[Collected data entries]

· · · ·

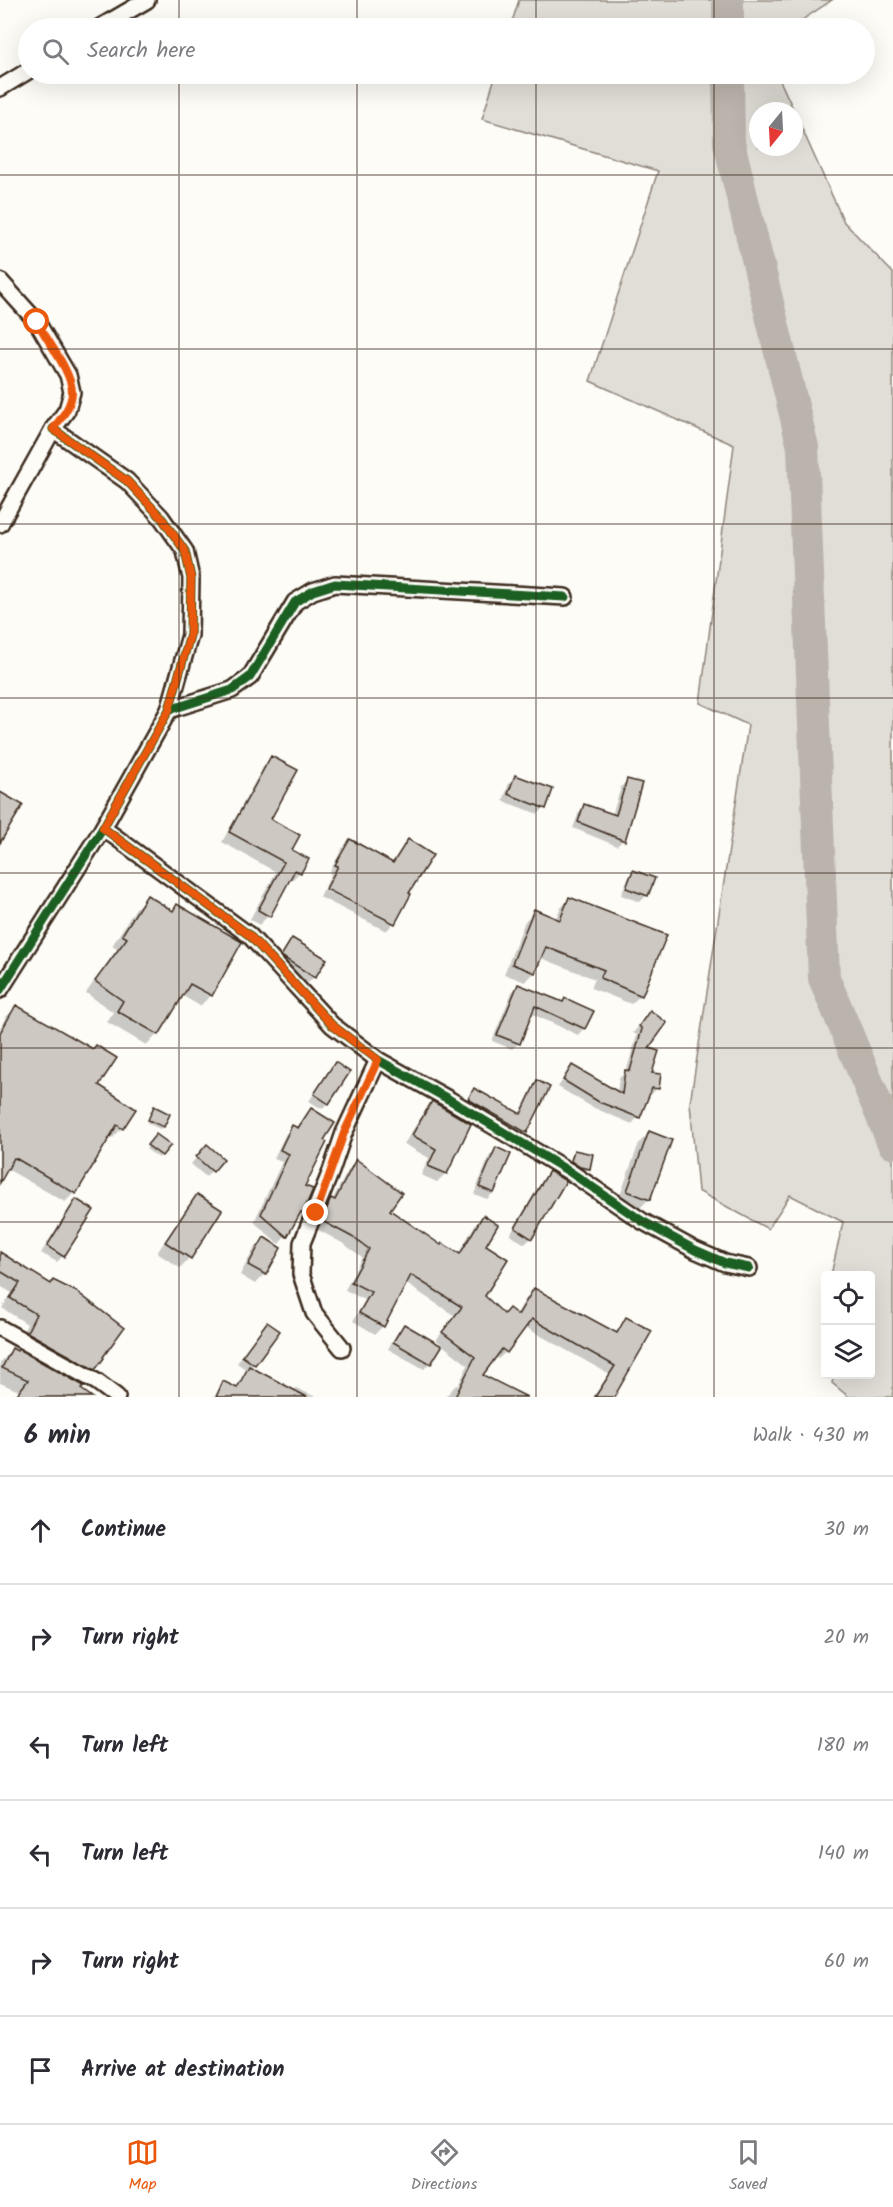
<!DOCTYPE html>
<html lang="en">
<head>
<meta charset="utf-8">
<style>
	body { margin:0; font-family:Kalam,sans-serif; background:#f2f2f3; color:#2b2b33 }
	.controls { position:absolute; right:18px; bottom:18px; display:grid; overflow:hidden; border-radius:6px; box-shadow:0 6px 24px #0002 }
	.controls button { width:54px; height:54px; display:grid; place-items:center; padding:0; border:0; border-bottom:2px solid #e1e1e2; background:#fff; color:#2b2b33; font:30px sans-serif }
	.compass { position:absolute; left:749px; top:102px; width:54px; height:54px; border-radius:50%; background:#fff; box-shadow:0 6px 24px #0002; rotate:198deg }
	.stop { position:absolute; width:18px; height:18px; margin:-14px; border:4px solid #ea580c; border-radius:50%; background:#fff }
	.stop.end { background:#ea580c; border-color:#fff; box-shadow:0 2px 6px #0008 }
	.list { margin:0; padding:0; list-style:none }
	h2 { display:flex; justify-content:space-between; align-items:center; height:78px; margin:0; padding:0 24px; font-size:26px }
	h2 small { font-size:20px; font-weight:400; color:#7c7c81 }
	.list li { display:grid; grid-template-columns:39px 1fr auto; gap:18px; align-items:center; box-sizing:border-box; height:108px; padding:0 24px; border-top:2px solid #e1e1e2 }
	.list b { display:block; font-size:22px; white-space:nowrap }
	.list em { font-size:20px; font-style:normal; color:#7c7c81 }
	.icon { flex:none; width:33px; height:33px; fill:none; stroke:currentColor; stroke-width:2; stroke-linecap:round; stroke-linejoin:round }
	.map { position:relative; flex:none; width:893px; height:1397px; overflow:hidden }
	.search { position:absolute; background:#fff; box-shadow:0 6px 24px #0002; left:18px; right:18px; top:18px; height:66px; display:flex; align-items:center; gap:15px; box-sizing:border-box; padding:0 21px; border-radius:33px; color:#7c7c81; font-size:22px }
	.sheet { height:726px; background:#fff }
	nav { display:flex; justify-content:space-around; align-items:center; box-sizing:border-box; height:84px; border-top:2px solid #e1e1e2; background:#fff; font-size:16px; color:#7c7c81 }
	nav a { display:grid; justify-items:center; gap:3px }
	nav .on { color:#ea580c }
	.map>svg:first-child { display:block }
</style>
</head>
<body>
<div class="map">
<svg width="893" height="1397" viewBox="0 0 893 1397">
	<rect width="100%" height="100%" fill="#fdfcf7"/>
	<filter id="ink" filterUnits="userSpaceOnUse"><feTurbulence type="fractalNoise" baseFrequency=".0167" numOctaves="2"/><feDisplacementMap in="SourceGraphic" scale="12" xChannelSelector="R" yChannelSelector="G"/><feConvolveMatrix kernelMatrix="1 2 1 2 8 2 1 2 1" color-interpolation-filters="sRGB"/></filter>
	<g filter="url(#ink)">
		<!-- green -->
		<g fill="#e1ded7" stroke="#8e847a" stroke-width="1.5">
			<path d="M519,0H832L790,28H510Z"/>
			<path d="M496,74H777L794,111H758V147H794V111L844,222L893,273V1397H849L832,1383L834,1375L870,1374V1276L831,1275L843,1222L790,1195L768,1229L698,1191L690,1103L748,725L700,703L734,445L590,381L658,171L482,119Z"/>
		</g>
		<!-- shadow -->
		<g fill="#0003">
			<path d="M272,758L269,820L290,850L300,872L291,881L288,879L268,916L259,925L250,919L276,872L222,842L263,767Z"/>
			<path d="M516,777L544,808L538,814L503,801L509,783Z"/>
			<path d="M627,780L623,840L617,846L573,828L579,812L585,805L612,815L621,787Z"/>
			<path d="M350,841L391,864L408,841L407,894L409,895L393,924V921L325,887L331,874L329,873L342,849Z"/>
			<path d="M634,872L653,879L646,896L640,902L621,895L628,878Z"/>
			<path d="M323,889L393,924L386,931L320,897Z"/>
			<path d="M147,897L171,912L177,906L211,995L200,1006L181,995L157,1035L146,1045L107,1022L113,1012L86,993L117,949L112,946L136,908Z"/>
			<path d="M569,899L641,995L631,1004L591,988L595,979L541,958L534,973L525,982L504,974L525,921L535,911L555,920L560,909Z"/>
			<path d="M292,940L314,977L308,983L276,962Z"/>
			<path d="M518,986L561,1003L565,999L584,1028L578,1035L530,1013L519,1043L512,1049L492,1041L512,992Z"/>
			<path d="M16,1007L97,1086L122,1128L113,1138L109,1135L74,1193L65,1202L7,1169L0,1180V1028L6,1017Z"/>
			<path d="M650,1012L647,1049L650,1075L657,1088L651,1095L648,1094L638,1117L632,1124L592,1107L558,1087L572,1067L617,1093L619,1078L626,1072L637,1035L633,1033Z"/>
			<path d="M335,1064L328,1103L322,1109L309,1101Z"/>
			<path d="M538,1082L548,1087L526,1132L520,1139L462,1106L474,1089L519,1114L532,1089Z"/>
			<path d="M432,1103L446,1173L437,1182L421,1175L429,1158L404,1144L424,1112Z"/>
			<path d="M311,1110L322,1141L303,1187L302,1212L279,1244L254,1222L282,1162L274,1158L285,1135L293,1127L296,1129Z"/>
			<path d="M152,1111L163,1126L160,1129L147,1123Z"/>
			<path d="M649,1133V1199L639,1209L618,1201L639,1143Z"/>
			<path d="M153,1139L161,1155L159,1158L146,1149Z"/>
			<path d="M496,1149L493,1193L487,1199L474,1194L490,1155Z"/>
			<path d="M201,1152L222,1160L206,1177L191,1164Z"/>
			<path d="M574,1152L589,1169L586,1171L577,1170L570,1164L571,1155Z"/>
			<path d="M357,1161L387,1210L440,1246L458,1255L475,1225L483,1217V1296L504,1315H516L527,1297L535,1290L615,1333L626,1319L613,1397H593L609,1374L525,1327L506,1352L498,1359L495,1357L480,1376L524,1397H445L456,1385L458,1386L468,1365L436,1340L455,1316L405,1283L383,1326L375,1334L353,1321L365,1300L345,1290L362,1257L344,1244L315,1228L324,1207L332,1200L349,1169Z"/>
			<path d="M549,1173L531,1238L525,1244L510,1235L543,1179Z"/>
			<path d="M197,1196L220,1211L189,1258L180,1268L157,1253L188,1206Z"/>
			<path d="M76,1201L63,1256L57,1262L41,1253L70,1207Z"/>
			<path d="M264,1239L265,1274L255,1284L240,1275L254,1249Z"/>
			<path d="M0,1254L94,1369L85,1379L18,1342L27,1324L2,1308L12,1293L0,1286Z"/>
			<path d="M267,1324L254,1364L250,1368L292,1391L296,1388L316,1397H214L224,1383L235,1389L247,1370L237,1363Z"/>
			<path d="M404,1326L430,1363L424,1369L388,1349L398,1332Z"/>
			<path d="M12,1350L79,1389L89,1397H14L19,1391L0,1383V1363Z"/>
		</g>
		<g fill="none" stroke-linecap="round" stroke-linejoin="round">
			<!-- river -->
			<g stroke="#bbb4ad" stroke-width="32">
				<path d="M728,0V28"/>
				<path d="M728,74L729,143L803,447L824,978L893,1143"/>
			</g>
		</g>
		<!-- building -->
		<g fill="#cdc8c2" stroke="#3b2a1e" stroke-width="1.5">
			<path d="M271,756L298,770L271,819L300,835L292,850L309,859L301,873L295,870L270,917L258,910L284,862L229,832Z"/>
			<path d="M515,775L553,789L546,809L508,794Z"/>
			<path d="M627,779L642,783L625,841L578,822L584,804L616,815Z"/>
			<path d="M0,792L23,805L0,843Z"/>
			<path d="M350,839L393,863L408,839L433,855L409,893L411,894L395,924L326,889L338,866L335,865Z"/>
			<path d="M633,870L655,878L648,896L626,888Z"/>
			<path d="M147,895L173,911L177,904L242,942L212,996L190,984L159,1035L117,1011L123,1001L95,981L127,938L122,935Z"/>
			<path d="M569,897L667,935L642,996L600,978L604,970L546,947L535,973L512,964L534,909L560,920Z"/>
			<path d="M292,938L327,959L315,978L281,956Z"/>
			<path d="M518,984L563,1002L565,998L594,1011L585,1029L535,1006L520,1044L497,1035Z"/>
			<path d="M16,1005L93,1049L96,1045L117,1058L99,1085L136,1109L123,1129L117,1125L76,1194L17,1159L14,1158L0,1183V1033Z"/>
			<path d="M650,1010L667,1023L649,1048L659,1051L652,1073L661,1074L659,1089L652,1088L640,1118L599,1102L563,1080L572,1065L622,1094L625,1070L630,1071L642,1029L639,1026Z"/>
			<path d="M335,1062L350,1072L329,1104L314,1094Z"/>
			<path d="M537,1080L550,1087L527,1133L468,1099L474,1088L521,1114Z"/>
			<path d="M432,1101L471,1124L447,1174L428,1166L436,1149L412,1135Z"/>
			<path d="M154,1106L170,1114L164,1127L148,1120Z"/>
			<path d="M311,1108L335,1123L324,1140L327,1142L305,1186L313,1189L303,1213L301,1212L287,1237L261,1214L289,1154L280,1150L292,1125L298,1128Z"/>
			<path d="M649,1131L672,1140L650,1200L627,1191Z"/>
			<path d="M156,1134L171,1145L162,1156L147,1145Z"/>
			<path d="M207,1144L224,1159L213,1172L196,1157Z"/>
			<path d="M496,1147L511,1154L494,1193L479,1187Z"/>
			<path d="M574,1150L593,1154L590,1169L580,1167L571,1161Z"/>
			<path d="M356,1159L402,1193L390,1210L441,1245L442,1243L460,1254L483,1215L498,1225L486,1245L508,1259L485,1296L504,1314L509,1308L518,1315L534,1288L617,1333L626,1317L652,1331L614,1397H595L615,1366L532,1319L507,1353L502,1349L483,1375L527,1397H455L475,1357L442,1332L462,1307L411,1275L384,1327L359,1313L371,1292L351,1282L369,1249L352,1237L322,1221L331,1198L335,1200Z"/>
			<path d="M549,1171L566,1181L532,1239L515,1228Z"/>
			<path d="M197,1194L222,1210L191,1259L165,1242Z"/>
			<path d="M76,1199L94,1210L64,1257L47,1246Z"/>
			<path d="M264,1237L281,1248L266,1275L248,1265Z"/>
			<path d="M0,1252L51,1284L53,1280L77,1292L124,1328L103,1357L104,1358L95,1370L27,1332L36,1314L10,1298L20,1283L0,1271Z"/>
			<path d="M267,1322L280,1331L255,1365L242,1356Z"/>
			<path d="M404,1324L442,1346L431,1364L393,1342Z"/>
			<path d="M12,1348L17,1351L18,1349L84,1386L81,1389L92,1397H15L28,1380L2,1368Z"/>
			<path d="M249,1366L307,1397H216L223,1381L237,1388Z"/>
		</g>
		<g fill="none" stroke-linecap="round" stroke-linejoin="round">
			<!-- street casing -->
			<g stroke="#3b2a1e" stroke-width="20">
				<g id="street">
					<path d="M99,28L147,0"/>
					<path d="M0,88L28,71"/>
					<path d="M0,281L37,322L68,375L72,392L67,410L53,429L0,524"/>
					<path d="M169,710L232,690L250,677L295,602L313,591L335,584L565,597"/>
					<path d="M103,828L249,935L332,1025L378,1060L450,1100L570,1172L642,1221L695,1250L725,1263L749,1268"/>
					<path d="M0,990L103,828L169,710L190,635L191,578L185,551L161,517L127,481L53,429"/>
					<path d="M0,1328L97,1382L117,1397"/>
					<path d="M342,1348L314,1313L301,1274L302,1243L331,1171L344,1133L378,1060"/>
				</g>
			</g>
			<!-- street -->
			<use href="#street" stroke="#fdfcf7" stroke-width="15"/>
			<!-- cycleway casing -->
			<g stroke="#fdfcf7" stroke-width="13">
				<g id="cycleway">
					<path d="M169,710L232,690L250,677L295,602L313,591L335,584L565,597"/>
					<path d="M103,828L249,935L332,1025L378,1060L450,1100L570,1172L642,1221L695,1250L725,1263L749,1268"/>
					<path d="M0,990L103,828L169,710L190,635L191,578L185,551L161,517L127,481L53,429"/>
				</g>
			</g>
			<!-- cycleway -->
			<use href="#cycleway" stroke="#1b5e20" stroke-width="9"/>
		</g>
	</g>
	<g fill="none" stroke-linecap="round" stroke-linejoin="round" filter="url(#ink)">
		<!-- route -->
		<path stroke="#ea580c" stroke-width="8" d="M37,322C46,339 73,373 72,393C71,407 61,418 53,429L127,481L161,517L185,551L191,578L190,635L169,710L103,828L249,935L332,1025L378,1060L344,1133L316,1213"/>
	</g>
	<!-- grid -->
	<path fill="none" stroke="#3b2a1e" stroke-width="1.5" stroke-opacity="0.55" d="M179,0V28M357,0V28M536,0V28M714,0V28M179,74V1397M357,74V1397M536,74V1397M714,74V1397M0,175H893M0,349H893M0,524H893M0,698H893M0,873H893M0,1048H893M0,1222H893"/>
</svg>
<div class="controls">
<button><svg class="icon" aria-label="locate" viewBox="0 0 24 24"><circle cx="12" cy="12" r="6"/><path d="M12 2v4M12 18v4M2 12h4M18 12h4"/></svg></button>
<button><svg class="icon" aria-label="layers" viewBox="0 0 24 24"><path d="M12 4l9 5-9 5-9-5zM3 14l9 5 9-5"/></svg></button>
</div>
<svg class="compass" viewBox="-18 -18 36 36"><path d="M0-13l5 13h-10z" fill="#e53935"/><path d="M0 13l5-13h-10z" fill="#7c7c81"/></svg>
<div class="stop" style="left:37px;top:322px"></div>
<div class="stop end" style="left:316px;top:1213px"></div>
<div class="search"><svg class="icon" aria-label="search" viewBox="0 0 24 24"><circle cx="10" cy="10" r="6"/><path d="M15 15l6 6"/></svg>Search here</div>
</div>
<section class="sheet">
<h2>6 min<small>Walk · 430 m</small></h2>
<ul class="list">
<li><svg class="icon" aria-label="ahead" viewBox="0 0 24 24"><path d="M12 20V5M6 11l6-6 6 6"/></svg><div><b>Continue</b></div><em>30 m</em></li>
<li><svg class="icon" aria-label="right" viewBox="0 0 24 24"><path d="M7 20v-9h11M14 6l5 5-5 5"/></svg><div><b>Turn right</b></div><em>20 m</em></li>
<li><svg class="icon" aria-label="left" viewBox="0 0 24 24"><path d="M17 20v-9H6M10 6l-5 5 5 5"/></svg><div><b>Turn left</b></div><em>180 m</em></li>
<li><svg class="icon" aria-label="left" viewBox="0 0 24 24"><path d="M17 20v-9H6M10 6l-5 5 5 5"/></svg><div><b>Turn left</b></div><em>140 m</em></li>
<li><svg class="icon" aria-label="right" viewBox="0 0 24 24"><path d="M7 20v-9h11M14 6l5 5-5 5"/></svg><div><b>Turn right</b></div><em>60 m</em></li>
<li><svg class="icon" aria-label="arrive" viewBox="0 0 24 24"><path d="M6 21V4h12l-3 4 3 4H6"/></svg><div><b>Arrive at destination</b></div></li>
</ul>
</section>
<nav>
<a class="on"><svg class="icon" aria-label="map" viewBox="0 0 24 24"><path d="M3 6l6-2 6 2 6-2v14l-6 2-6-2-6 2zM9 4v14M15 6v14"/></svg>Map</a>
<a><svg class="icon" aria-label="directions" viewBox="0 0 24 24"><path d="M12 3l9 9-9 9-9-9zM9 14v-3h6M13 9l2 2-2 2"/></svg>Directions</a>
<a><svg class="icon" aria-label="saved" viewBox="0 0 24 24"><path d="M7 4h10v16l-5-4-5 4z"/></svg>Saved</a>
</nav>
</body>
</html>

· · · ·

== To do ==
Write out every line from the data above that includes "controls".

== Written answer ==
	.controls { position:absolute; right:18px; bottom:18px; display:grid; overflow:hidden; border-radius:6px; box-shadow:0 6px 24px #0002 }
	.controls button { width:54px; height:54px; display:grid; place-items:center; padding:0; border:0; border-bottom:2px solid #e1e1e2; background:#fff; color:#2b2b33; font:30px sans-serif }
<div class="controls">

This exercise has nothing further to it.